**WHAT IS EXPECTED**. Please retype, unchanged, each line from the top of the material below through the line where "solid #fff;border-radius:50%;box-shadow:0 2px" appears.

**DATA SECTION**.
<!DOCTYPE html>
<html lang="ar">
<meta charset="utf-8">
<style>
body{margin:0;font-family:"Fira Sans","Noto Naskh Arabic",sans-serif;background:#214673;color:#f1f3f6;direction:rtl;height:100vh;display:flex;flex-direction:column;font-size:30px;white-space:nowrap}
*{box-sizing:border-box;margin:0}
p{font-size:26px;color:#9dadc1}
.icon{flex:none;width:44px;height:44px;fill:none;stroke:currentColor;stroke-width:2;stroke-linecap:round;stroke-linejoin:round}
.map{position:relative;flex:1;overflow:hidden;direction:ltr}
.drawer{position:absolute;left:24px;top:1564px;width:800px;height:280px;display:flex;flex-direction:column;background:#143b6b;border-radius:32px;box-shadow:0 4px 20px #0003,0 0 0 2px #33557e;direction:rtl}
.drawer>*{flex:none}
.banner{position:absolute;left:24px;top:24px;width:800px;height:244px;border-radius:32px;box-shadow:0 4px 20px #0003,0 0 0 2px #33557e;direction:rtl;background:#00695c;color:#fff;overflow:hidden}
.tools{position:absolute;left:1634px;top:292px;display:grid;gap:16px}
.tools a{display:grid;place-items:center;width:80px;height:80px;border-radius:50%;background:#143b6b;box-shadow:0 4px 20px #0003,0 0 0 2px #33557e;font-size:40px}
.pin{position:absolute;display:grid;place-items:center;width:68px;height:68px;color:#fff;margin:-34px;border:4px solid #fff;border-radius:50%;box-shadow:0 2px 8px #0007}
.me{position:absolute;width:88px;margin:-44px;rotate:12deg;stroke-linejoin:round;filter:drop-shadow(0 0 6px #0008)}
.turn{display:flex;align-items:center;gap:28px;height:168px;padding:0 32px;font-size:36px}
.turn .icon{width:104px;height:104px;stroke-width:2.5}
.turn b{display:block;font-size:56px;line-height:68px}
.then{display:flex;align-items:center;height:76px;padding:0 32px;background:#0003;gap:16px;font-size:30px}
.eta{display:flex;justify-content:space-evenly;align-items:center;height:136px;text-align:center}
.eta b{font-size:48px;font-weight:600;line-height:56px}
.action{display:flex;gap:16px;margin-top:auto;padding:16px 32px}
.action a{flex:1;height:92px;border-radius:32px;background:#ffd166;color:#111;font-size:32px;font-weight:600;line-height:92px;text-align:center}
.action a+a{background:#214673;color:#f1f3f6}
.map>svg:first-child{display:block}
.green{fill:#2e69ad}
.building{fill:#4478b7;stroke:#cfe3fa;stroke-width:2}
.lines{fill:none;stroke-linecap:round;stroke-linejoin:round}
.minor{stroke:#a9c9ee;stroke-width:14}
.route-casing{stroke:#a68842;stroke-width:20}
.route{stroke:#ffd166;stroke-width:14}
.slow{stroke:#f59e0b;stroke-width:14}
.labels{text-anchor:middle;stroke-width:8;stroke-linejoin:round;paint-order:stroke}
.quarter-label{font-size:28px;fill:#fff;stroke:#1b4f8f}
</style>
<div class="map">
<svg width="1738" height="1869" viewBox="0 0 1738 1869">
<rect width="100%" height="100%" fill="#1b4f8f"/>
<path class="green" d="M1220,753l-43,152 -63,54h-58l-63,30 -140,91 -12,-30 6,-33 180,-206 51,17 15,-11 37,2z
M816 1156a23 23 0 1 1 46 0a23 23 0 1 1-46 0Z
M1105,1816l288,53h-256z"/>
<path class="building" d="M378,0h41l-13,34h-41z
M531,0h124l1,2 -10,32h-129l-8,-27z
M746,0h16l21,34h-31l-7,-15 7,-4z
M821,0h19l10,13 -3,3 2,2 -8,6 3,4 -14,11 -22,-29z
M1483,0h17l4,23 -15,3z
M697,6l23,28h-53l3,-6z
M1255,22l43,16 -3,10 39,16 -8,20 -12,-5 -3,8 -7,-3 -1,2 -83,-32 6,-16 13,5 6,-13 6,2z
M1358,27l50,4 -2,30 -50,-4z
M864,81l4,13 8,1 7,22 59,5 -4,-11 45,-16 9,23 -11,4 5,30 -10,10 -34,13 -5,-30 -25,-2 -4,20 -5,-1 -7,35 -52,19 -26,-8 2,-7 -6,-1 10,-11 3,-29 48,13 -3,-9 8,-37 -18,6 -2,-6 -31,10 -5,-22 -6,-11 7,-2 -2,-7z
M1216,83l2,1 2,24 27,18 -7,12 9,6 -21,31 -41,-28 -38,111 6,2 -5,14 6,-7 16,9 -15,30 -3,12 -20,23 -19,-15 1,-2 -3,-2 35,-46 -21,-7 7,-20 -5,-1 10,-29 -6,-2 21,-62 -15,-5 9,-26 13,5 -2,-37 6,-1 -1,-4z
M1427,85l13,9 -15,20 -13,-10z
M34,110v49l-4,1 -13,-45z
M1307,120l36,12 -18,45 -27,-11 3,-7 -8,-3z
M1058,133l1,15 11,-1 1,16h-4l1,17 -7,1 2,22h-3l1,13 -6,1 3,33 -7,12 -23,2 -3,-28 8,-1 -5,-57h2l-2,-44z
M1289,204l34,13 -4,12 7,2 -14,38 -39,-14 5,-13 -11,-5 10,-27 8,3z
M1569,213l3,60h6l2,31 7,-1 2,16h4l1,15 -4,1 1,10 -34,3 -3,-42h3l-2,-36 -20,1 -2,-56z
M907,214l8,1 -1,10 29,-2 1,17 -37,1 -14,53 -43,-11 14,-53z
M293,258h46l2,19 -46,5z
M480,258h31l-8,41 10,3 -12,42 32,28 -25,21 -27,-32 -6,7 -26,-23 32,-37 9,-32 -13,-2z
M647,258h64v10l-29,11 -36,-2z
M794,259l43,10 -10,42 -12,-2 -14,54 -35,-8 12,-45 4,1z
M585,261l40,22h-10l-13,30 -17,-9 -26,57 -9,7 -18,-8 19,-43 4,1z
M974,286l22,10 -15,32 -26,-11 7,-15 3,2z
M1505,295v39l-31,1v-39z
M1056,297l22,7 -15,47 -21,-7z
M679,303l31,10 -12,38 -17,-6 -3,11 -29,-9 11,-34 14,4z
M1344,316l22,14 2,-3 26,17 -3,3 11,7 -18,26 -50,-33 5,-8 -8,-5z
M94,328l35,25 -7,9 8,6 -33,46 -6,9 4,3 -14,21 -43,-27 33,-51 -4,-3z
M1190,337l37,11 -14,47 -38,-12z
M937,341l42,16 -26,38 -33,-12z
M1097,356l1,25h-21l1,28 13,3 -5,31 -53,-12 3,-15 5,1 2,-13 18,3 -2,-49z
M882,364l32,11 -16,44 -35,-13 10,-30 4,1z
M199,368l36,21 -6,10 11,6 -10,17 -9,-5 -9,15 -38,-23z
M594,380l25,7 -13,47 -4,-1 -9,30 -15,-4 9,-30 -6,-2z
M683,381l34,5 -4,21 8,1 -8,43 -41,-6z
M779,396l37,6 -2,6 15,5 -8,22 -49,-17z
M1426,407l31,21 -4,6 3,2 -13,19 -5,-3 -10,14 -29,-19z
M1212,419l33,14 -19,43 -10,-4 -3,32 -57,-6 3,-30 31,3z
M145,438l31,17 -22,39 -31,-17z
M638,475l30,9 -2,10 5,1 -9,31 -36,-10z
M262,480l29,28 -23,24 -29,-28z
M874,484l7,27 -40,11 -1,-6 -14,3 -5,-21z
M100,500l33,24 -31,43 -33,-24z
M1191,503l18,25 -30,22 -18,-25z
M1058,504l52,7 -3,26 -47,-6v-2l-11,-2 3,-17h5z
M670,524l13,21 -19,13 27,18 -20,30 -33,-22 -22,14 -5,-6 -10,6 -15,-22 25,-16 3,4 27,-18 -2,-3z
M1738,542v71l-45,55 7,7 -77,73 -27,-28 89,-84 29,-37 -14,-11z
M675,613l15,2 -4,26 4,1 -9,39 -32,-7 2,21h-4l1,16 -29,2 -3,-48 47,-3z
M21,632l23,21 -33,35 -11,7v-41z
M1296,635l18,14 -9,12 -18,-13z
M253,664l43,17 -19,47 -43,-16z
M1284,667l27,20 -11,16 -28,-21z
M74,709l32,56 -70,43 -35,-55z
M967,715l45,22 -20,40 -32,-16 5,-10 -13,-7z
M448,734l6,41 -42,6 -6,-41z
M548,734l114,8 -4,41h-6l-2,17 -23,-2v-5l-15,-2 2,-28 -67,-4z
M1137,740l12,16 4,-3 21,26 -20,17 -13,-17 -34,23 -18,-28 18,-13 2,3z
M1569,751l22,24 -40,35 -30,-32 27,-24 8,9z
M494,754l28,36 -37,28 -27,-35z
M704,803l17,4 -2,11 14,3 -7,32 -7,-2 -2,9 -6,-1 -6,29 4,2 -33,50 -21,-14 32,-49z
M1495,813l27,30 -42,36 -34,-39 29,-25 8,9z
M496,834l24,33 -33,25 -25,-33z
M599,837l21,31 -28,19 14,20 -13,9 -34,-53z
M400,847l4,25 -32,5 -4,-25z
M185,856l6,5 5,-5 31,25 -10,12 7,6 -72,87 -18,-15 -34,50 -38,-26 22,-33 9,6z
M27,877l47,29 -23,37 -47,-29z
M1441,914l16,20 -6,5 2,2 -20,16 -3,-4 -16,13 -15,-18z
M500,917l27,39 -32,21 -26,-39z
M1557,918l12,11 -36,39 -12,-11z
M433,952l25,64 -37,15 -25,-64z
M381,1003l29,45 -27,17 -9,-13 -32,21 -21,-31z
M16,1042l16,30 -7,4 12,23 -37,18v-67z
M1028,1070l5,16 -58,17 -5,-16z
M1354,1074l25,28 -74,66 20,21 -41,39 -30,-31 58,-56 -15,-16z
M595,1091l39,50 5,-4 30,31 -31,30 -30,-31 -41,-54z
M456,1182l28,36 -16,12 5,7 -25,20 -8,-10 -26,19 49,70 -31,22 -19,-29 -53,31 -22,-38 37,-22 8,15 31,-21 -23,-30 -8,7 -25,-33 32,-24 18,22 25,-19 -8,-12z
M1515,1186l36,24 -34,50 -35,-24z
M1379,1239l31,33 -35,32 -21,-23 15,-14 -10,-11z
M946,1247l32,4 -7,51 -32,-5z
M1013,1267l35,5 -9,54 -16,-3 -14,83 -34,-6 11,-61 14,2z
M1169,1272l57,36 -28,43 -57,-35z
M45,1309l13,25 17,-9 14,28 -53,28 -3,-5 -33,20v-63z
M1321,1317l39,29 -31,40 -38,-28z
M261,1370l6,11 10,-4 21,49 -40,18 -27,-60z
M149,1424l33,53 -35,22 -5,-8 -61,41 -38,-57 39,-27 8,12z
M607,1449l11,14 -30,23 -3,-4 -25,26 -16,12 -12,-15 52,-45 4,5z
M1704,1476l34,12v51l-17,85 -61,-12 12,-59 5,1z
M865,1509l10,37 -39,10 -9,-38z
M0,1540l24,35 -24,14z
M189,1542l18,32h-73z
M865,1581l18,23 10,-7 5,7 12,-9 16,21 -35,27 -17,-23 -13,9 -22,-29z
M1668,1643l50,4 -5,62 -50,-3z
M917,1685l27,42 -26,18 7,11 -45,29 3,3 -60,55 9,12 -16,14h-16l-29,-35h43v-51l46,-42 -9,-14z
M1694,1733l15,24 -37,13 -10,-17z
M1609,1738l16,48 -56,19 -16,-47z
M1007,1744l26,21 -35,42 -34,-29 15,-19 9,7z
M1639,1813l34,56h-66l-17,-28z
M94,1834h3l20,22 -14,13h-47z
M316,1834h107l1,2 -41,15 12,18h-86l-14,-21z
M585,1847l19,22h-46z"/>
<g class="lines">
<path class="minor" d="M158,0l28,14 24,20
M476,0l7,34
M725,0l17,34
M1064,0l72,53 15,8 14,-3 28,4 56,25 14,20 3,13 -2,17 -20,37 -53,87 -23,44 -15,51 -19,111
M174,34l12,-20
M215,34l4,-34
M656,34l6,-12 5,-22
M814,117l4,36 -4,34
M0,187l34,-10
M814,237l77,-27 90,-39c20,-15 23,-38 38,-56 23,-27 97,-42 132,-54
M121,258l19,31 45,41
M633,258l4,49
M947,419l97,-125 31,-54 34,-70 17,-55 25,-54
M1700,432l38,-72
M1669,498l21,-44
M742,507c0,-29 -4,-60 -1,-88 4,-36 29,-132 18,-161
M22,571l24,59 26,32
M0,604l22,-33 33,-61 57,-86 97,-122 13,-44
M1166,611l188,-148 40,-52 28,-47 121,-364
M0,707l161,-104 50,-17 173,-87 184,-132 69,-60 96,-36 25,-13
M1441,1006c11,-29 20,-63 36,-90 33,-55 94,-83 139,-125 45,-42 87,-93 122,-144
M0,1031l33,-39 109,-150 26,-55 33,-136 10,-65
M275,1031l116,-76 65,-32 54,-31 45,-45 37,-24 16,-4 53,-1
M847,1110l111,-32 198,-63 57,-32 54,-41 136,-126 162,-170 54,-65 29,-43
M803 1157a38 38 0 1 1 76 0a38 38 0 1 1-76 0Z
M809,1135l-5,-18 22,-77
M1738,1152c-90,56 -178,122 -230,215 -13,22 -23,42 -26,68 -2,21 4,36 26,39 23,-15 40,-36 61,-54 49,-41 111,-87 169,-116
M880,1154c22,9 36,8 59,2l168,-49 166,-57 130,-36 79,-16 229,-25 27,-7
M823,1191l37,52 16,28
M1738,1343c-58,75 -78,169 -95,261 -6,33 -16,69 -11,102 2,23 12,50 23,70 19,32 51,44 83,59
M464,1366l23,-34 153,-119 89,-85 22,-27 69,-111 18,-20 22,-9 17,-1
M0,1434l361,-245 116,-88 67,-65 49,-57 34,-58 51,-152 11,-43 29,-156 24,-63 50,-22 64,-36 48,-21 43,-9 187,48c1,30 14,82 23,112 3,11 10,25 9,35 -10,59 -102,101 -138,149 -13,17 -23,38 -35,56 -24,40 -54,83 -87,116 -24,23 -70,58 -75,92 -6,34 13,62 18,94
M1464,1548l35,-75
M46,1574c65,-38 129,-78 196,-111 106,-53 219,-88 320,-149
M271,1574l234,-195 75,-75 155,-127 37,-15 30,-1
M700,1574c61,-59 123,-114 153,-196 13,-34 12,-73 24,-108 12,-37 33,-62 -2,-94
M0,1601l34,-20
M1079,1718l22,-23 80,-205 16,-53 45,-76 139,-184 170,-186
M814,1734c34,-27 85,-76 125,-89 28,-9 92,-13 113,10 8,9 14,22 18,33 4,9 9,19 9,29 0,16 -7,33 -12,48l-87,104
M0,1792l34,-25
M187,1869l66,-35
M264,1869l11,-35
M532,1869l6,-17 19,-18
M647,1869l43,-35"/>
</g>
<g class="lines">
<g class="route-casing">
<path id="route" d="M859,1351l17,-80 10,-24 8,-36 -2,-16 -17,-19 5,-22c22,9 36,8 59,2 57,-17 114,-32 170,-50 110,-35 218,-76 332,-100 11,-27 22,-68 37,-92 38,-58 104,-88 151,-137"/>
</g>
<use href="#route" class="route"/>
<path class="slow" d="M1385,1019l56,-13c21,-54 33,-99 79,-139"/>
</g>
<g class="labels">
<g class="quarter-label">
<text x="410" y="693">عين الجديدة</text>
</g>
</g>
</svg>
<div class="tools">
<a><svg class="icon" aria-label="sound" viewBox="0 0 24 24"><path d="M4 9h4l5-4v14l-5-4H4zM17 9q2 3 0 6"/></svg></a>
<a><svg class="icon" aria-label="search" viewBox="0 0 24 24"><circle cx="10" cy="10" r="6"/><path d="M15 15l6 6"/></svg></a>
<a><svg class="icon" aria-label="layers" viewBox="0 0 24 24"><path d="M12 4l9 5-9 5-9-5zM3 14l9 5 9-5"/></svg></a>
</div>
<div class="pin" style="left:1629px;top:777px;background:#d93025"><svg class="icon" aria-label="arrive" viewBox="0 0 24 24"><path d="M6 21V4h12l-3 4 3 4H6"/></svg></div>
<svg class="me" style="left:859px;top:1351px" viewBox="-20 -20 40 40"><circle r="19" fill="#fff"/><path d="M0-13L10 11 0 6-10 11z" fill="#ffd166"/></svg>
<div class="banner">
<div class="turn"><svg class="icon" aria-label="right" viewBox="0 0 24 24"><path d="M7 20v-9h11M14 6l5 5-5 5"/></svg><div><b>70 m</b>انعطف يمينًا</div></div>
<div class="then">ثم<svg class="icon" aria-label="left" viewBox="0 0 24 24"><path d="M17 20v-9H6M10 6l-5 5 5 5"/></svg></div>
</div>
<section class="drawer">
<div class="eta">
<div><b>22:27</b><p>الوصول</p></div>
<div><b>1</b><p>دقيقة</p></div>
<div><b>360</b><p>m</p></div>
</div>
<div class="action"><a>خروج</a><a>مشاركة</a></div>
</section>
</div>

**ANSWER SECTION**.
<!DOCTYPE html>
<html lang="ar">
<meta charset="utf-8">
<style>
body{margin:0;font-family:"Fira Sans","Noto Naskh Arabic",sans-serif;background:#214673;color:#f1f3f6;direction:rtl;height:100vh;display:flex;flex-direction:column;font-size:30px;white-space:nowrap}
*{box-sizing:border-box;margin:0}
p{font-size:26px;color:#9dadc1}
.icon{flex:none;width:44px;height:44px;fill:none;stroke:currentColor;stroke-width:2;stroke-linecap:round;stroke-linejoin:round}
.map{position:relative;flex:1;overflow:hidden;direction:ltr}
.drawer{position:absolute;left:24px;top:1564px;width:800px;height:280px;display:flex;flex-direction:column;background:#143b6b;border-radius:32px;box-shadow:0 4px 20px #0003,0 0 0 2px #33557e;direction:rtl}
.drawer>*{flex:none}
.banner{position:absolute;left:24px;top:24px;width:800px;height:244px;border-radius:32px;box-shadow:0 4px 20px #0003,0 0 0 2px #33557e;direction:rtl;background:#00695c;color:#fff;overflow:hidden}
.tools{position:absolute;left:1634px;top:292px;display:grid;gap:16px}
.tools a{display:grid;place-items:center;width:80px;height:80px;border-radius:50%;background:#143b6b;box-shadow:0 4px 20px #0003,0 0 0 2px #33557e;font-size:40px}
.pin{position:absolute;display:grid;place-items:center;width:68px;height:68px;color:#fff;margin:-34px;border:4px solid #fff;border-radius:50%;box-shadow:0 2px 8px #0007}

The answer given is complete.